Feedback is a key component in gaining this self-awareness, and self-aware people are more successful. When
the feedback process is well-managed, meaning it is perceived as credible and accurate and is received in the
manner it was intended, it has a significant positive correlation with performance.

There is surely still more evidences for the traditional approach than the new approaches. We can’t deny
the fact that the employees generation of today are different than yesterday. And not only the employees, there is
also huge changes in the industries. But I totally agree with the writer statement that they do not suggest that
companies should keep hanging on the traditional approach, but rather suggest that companies should take a
moment before move into a new design of performance management and not be in a rush.
As for me, it think that new generation of employees does not literally mean that a new approach is
needed. It is still worth the try to find out in what effective ways this traditional approach might bring the team to
the expected performance.
It is actually interesting, how in the digital world, feedback is everything. Feedback is the parameter, the
reason for people to buy or not to buy products, go to certain places, post contents, etc. Every business platforms
have insights for the business runner in the form of visitors/viewers/costumers’ feedbacks. Feedback has power.

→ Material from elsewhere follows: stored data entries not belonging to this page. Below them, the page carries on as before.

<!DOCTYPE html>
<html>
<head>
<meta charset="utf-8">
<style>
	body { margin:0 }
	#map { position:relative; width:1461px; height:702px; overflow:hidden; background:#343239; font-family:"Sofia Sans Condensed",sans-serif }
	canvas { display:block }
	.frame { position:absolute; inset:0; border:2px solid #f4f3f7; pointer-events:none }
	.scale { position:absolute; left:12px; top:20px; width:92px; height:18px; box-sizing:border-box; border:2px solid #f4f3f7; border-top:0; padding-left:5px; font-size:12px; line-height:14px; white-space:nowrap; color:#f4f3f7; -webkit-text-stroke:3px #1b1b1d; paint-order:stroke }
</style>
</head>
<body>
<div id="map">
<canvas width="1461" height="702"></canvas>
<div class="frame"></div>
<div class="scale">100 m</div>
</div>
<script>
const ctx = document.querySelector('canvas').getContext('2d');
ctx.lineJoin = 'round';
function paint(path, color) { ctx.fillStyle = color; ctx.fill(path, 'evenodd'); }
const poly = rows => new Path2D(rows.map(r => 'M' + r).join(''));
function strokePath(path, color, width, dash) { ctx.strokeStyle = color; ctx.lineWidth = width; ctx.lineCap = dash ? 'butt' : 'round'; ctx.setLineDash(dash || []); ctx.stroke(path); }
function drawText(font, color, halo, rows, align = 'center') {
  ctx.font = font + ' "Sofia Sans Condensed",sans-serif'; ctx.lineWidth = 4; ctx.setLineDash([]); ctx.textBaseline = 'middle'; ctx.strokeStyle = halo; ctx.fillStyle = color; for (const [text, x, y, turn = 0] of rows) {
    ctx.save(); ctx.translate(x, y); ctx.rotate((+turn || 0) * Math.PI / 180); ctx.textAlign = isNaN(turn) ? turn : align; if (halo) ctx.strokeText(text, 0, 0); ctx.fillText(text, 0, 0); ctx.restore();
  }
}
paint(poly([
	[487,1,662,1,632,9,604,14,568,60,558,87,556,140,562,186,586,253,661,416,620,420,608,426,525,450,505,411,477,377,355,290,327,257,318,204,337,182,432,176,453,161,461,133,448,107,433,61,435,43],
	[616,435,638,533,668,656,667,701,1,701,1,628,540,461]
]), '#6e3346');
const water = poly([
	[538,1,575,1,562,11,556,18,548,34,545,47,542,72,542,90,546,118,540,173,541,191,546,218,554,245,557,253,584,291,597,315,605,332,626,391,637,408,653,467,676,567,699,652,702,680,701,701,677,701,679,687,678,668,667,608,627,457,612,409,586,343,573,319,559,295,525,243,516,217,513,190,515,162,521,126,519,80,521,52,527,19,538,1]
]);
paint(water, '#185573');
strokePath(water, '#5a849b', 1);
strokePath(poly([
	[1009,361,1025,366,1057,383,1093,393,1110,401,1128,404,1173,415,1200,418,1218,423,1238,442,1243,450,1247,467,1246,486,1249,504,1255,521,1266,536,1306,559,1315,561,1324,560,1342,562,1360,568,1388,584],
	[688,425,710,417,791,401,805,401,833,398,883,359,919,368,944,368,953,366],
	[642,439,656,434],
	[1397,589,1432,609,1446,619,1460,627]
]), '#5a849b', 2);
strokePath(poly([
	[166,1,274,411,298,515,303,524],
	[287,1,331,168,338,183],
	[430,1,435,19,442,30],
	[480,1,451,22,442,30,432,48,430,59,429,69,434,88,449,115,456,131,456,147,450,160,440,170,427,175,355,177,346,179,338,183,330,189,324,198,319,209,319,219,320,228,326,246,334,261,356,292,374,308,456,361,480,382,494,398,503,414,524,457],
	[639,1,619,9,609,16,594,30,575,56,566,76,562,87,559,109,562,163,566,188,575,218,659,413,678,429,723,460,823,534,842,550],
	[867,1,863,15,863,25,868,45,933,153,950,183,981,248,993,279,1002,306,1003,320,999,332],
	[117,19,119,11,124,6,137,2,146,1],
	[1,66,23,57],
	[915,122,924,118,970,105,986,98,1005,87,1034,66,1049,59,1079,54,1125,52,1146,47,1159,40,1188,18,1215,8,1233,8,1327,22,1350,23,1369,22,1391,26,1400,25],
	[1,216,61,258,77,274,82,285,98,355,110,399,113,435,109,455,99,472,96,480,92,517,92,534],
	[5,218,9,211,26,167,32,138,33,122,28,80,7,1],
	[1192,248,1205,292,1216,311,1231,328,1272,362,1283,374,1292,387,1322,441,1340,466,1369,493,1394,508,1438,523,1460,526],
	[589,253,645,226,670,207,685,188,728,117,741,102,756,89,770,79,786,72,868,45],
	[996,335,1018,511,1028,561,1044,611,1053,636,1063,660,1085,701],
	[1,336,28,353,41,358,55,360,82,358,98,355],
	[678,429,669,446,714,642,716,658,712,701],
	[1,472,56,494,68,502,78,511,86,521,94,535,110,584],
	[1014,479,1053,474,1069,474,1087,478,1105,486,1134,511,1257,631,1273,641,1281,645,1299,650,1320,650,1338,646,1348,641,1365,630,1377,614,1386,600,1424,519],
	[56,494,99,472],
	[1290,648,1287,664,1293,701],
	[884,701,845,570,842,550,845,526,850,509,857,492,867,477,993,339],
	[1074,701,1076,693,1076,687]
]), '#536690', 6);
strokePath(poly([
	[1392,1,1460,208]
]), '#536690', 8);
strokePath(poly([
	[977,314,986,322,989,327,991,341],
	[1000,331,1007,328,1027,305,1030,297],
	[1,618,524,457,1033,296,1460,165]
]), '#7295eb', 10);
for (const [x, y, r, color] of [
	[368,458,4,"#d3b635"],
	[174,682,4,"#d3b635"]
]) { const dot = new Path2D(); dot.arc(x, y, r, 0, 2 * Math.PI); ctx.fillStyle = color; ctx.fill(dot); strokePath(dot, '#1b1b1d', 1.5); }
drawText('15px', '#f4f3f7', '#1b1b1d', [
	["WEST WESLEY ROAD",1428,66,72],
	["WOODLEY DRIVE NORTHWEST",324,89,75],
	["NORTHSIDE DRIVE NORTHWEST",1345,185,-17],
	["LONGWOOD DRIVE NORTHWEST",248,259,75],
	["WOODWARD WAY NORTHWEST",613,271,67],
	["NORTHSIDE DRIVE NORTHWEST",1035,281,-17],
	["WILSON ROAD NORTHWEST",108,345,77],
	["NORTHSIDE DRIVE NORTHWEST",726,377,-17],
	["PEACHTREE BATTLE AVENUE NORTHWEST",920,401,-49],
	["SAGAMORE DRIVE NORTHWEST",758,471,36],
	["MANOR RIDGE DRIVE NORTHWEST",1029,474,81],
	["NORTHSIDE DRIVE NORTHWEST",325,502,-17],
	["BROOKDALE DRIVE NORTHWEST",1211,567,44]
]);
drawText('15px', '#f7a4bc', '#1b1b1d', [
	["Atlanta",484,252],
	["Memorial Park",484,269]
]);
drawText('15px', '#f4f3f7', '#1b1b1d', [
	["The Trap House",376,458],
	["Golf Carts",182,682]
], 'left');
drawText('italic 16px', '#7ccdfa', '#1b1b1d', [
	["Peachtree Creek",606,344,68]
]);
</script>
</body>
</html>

But when it comes to work performance, industry leaders considered to walk away from it. Perhaps because in a
work environment, there is this different challanges when it has to be done directly or formally and I think
people in today’s generation could have become more vulnerable than ever before because of the easy access for
online comments has become the door for people to freely (and most of the times are unnecessary and
anounymously) giving feedbacks for each other. Anyone could get bad comments any time now that could lead
to self discouragement or disappointment. In the HR context, as what said in myth number 1, I think the results
from the dissatisfaction with feedback are simply discouragement or feel unmotivated.

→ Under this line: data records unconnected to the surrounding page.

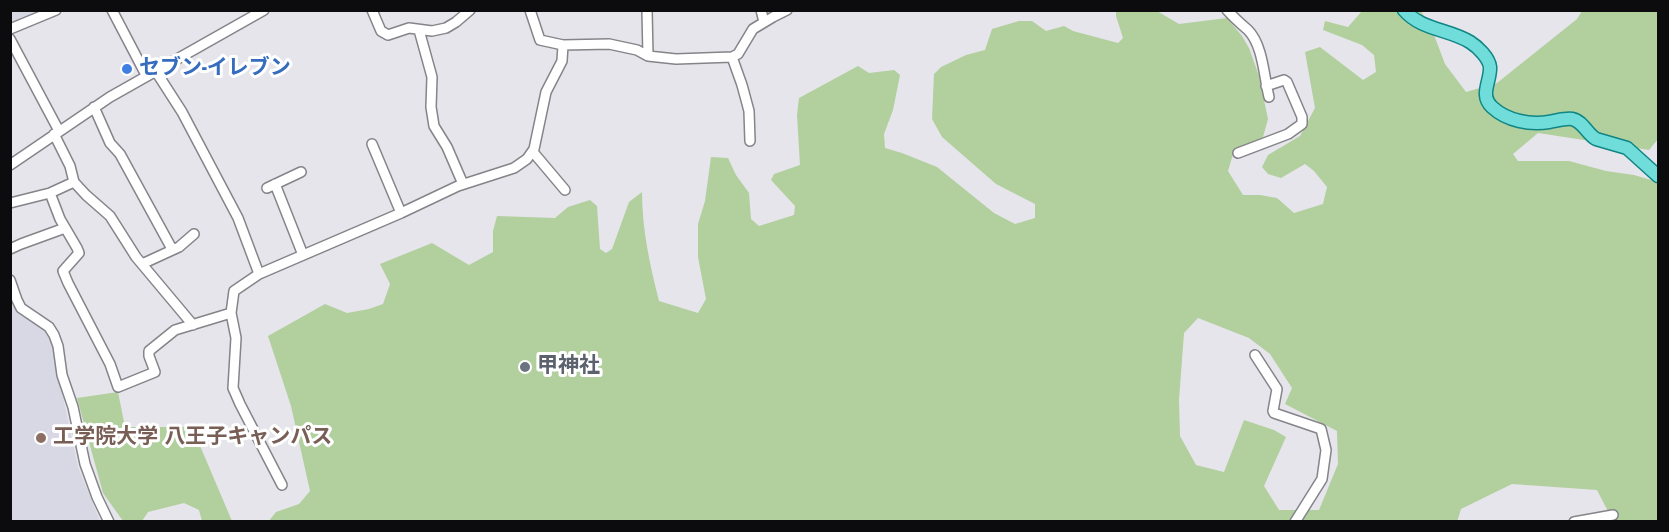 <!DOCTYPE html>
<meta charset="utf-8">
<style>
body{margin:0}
#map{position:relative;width:1669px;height:532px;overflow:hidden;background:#e6e5eb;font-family:Jost,sans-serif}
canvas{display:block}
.frame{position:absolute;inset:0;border:12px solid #0c0c0e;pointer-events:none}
</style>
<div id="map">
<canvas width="1669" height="532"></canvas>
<div class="frame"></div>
</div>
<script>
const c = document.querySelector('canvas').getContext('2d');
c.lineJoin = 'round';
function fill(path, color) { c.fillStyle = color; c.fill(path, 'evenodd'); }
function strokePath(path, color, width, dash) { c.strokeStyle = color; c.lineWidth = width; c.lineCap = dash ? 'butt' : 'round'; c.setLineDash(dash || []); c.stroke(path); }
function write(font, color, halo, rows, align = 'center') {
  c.font = font + ' Jost,"Noto Sans JP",sans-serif'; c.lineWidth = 6; c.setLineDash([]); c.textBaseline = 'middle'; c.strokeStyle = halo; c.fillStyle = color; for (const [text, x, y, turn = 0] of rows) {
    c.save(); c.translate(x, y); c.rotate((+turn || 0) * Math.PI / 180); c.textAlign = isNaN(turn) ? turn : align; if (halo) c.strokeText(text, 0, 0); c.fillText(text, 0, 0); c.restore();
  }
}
fill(new Path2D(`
 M 11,11 L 43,11 L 11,24 Z
 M 10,303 L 19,314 L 45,329 L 50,337 L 78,467 L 100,521 L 11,521 Z`), '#d8d8e5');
fill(new Path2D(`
 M 1116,11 L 1157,11 L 1179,24 L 1227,18 L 1242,36 L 1249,48 L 1259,76 L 1268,119 L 1263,137 L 1234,151 L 1228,171 L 1243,195 L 1260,195 L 1277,198 L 1294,213 L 1323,204 L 1327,187 L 1314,171 L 1305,164 L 1281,178 L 1268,174 L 1262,167 L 1268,155 L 1300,136 L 1315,108 L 1305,52 L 1320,47 L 1363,80 L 1376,72 L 1374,55 L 1362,45 L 1323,30 L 1325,21 L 1348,27 L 1362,11 L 1421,11 L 1431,27 L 1445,64 L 1466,92 L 1497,83 L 1577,19 L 1582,11 L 1658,11 L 1658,139 L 1649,150 L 1538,133 L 1513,154 L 1518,161 L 1569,161 L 1606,171 L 1634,175 L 1658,182 L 1658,521 L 1613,521 L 1597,490 L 1512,484 L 1461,509 L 1457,522 L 268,522 L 276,512 L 299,504 L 310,491 L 291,406 L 268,336 L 325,304 L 347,313 L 369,309 L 383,304 L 390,284 L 380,264 L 432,243 L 469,265 L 493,252 L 493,231 L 497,216 L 555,218 L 568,207 L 590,200 L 597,206 L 600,249 L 606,253 L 612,249 L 629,202 L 642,192 C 642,230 650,265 659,301 L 698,313 L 706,299 L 698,257 L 698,224 L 705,201 L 711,157 L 728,158 L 736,175 L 749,193 L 751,219 L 759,226 L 794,215 L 795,206 L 771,180 L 774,174 L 800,165 L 797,115 L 799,98 L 858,66 L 869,73 L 894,70 L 900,75 L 893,110 L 884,134 L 885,148 L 902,153 L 937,167 L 994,213 L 1015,224 L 1035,218 L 1035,204 L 996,184 L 942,137 L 932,119 L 934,74 L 941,67 L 966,55 L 985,50 L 992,29 L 1019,21 L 1032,21 L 1046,31 L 1064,26 L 1073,31 L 1118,43 L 1123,38 L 1116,16 ZM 1198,318 L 1249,338 L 1270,354 L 1292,388 L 1285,404 L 1337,431 L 1338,464 L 1319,510 L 1279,510 L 1264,486 L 1286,437 L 1274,430 L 1244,420 L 1224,472 L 1196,465 L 1180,436 L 1179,400 L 1184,333 Z
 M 118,392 L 125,427 L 192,427 L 232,521 L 202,521 L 199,510 L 184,503 L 148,512 L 142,521 L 123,521 L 103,493 L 77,398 Z`), '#b2cf9e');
const minor = new Path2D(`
 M 112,10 L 146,75
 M 372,10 L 381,31 L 388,35 L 409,28 L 432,31 L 446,28 L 456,22 L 470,10
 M 530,10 L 540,40 L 563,45 L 609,44 L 637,50 L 648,56 L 676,59 L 732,57 L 738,54 L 753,29 L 773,17 L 787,10
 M 647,10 L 648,56
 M 761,10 L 764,22
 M 1227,10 C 1234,18 1241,24 1248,30 C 1263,45 1264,77 1269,97
 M 10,29 L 56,10
 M 419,30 L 432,77 L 431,107 L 434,126 L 447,147 L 463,184
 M 10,39 L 59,131
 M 732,57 L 742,85 L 749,111 L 750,141
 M 155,70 L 182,112 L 238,218 L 259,274
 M 94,107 L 110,143 L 120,154 L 172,249
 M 372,144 L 401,213
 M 533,152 L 565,190
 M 1238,153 L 1288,134 L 1302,124 L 1302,117 L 1287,82 L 1284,80 L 1266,86
 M 10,165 L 110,97 L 264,10
 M 74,182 L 86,195 L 110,216 L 136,257 L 193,325
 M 275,184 L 303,255
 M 267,188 L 301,172
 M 50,193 L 60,219 L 77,248 L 79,253 L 63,271 L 68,283 L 110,364 L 118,387 L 155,372 L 149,356 L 149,351 L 175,330 L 231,313 L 234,291 L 259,274 L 401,213 L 458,186 L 514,168 L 527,159 L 534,149 L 546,92 L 562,61 L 563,45
 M 10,203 L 50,193 L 74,182 L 70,166 L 54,134
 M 10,249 L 21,244 L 65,228
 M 142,264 L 179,247 L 194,234
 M 10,280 L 17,300 L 21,308 L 49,327 L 54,335 L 58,346 L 62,375 L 73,407 L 85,464 L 97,497 L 109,522
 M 231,313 L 236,338 L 233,388 L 240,404 L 282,485
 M 1255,355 L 1277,389 L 1273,411 L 1274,413 L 1321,429 L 1326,450 L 1322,479 L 1295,522
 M 1574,522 L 1613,515`);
const major = new Path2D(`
 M 1404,10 C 1421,30 1449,29 1470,42 C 1478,47 1489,58 1490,67 C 1491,81 1479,95 1492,107 C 1507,121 1530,125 1549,122 C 1556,121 1565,118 1572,119 C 1583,121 1587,134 1596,139 L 1627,148 L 1658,176`);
strokePath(minor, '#848489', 12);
strokePath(major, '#0f8684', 15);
strokePath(minor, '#fff', 9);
strokePath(major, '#70dddb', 12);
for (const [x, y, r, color] of [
 [127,69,6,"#3f7fe0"],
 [525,367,6,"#6b7280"],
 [41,438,6,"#8d6e63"]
]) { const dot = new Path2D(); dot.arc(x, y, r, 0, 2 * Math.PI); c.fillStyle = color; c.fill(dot); strokePath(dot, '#fff', 2); }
write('bold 21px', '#366cbe', '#fff', [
 ["セブン-イレブン",139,69]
], 'left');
write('bold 21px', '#5b616d', '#fff', [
 ["甲神社",537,367]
], 'left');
write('bold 21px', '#785e54', '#fff', [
 ["工学院大学 八王子キャンパス",53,438]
], 'left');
</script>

It is said that the manager has to deliver quality feedback that takes into account a variety of factors
(such as task, context, and personal characteristics) and synthesizes them into an appropriate message. I agree
that personal characteristics such as culture and personality need to be considered when a manager is about to
deliver a feedback. Thus, it is important for HR managers to notice the main traits of their employees to
successfully design the feedback system. It would lead us to focus on the main traits that this generation of
employees have. In what form of feedback would be the best quality of feedback for them?